### EXERCISE MATERIAL
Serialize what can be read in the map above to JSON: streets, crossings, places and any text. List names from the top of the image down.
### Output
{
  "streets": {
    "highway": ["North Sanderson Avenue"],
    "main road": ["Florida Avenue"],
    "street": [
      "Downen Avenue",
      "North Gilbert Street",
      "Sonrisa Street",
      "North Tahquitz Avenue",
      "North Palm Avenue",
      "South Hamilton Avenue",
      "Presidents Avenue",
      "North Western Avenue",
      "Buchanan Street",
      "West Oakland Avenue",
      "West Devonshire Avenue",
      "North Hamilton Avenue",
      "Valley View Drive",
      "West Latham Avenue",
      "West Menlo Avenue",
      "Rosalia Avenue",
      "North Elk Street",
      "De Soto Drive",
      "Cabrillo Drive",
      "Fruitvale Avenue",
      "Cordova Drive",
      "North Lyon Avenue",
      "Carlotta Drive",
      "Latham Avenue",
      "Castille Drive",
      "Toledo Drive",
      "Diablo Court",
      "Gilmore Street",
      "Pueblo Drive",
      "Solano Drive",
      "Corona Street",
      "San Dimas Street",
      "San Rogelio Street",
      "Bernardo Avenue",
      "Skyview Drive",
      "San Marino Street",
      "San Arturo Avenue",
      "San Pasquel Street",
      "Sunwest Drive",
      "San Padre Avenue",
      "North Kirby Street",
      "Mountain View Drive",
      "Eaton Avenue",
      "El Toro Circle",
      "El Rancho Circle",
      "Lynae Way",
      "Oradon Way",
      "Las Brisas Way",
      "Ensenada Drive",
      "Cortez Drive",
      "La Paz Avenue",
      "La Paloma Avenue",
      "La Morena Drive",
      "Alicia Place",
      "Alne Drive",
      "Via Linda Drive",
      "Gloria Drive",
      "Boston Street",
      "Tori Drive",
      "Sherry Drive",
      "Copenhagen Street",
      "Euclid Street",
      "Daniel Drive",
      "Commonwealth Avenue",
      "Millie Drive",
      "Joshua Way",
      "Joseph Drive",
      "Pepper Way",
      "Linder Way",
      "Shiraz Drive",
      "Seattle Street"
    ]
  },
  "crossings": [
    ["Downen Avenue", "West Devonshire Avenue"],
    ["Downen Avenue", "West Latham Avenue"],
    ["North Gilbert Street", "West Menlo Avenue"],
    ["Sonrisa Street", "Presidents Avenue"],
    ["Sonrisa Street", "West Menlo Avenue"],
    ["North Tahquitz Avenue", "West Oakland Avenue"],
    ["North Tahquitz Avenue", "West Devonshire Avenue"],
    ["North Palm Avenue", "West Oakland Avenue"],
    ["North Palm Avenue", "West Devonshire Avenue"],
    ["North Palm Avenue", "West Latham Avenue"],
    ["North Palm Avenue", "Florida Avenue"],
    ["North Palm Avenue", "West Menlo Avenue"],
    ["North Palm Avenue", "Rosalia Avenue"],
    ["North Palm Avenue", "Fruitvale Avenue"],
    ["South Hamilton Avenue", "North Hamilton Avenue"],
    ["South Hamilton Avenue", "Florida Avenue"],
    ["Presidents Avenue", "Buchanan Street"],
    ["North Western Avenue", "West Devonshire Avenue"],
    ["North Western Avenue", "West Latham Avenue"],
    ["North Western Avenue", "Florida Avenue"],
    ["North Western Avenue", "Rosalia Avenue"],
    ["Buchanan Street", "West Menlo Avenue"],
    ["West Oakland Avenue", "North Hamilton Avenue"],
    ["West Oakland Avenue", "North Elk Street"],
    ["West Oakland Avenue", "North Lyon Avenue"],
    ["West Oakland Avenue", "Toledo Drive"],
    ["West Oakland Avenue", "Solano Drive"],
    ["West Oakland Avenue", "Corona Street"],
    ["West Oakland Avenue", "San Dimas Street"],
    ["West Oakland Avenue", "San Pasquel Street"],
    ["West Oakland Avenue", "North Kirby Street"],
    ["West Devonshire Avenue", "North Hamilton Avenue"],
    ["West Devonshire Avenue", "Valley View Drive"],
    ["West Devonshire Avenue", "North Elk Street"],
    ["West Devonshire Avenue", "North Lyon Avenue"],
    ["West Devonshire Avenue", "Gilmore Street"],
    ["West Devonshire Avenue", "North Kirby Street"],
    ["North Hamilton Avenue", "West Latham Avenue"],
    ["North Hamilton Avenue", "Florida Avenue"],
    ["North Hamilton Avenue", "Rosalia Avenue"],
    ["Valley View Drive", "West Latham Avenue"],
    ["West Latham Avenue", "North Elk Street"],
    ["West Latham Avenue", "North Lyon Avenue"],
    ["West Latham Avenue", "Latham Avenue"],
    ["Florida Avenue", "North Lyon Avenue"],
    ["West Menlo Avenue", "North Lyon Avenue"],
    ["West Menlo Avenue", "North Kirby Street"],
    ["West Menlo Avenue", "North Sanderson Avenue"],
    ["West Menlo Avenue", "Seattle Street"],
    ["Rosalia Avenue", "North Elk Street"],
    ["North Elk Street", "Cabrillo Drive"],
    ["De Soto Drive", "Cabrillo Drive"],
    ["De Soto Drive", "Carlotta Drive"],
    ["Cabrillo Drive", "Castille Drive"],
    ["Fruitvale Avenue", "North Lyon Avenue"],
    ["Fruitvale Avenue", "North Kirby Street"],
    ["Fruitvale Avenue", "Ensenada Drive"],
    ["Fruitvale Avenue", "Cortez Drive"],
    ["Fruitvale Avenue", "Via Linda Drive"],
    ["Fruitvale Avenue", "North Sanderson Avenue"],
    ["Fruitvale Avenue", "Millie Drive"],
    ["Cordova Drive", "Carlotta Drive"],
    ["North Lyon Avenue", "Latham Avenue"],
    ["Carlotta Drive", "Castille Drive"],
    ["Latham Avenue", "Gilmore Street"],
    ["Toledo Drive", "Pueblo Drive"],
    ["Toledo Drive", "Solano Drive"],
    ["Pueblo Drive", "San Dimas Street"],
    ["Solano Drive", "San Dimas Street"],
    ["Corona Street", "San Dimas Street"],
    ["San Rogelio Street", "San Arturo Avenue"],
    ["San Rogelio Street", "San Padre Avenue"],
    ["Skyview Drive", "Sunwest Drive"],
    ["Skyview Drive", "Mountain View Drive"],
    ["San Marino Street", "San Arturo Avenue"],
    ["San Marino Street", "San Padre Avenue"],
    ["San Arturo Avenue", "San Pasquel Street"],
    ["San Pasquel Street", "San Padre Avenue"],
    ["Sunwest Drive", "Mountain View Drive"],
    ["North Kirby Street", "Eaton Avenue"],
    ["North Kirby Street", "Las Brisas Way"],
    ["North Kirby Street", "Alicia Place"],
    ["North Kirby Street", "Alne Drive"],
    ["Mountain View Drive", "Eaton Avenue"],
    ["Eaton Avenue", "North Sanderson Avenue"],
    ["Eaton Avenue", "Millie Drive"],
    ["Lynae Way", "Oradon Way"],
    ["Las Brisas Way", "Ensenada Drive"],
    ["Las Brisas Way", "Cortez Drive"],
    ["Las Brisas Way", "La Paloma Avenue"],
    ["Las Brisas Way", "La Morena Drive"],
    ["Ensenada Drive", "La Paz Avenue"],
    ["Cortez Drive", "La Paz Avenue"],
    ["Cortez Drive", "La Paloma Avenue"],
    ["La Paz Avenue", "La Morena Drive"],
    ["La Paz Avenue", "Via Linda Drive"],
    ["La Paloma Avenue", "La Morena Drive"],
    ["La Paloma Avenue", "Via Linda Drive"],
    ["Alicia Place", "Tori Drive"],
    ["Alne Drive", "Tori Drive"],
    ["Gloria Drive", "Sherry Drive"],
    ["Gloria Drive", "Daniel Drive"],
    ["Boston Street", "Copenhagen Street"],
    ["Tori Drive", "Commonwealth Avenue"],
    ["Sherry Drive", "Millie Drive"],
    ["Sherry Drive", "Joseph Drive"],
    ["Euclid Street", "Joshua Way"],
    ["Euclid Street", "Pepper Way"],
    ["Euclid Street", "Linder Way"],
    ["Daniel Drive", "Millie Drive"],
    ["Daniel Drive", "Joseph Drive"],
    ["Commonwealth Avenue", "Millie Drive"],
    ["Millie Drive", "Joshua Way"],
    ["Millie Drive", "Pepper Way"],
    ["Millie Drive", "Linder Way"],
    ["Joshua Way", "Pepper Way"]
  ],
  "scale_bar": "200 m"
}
######
[TO DO] Report each line of the data that includes the string "Joseph".

[RESPONSE AREA]
      "Joseph Drive",
    ["Sherry Drive", "Joseph Drive"],
    ["Daniel Drive", "Joseph Drive"],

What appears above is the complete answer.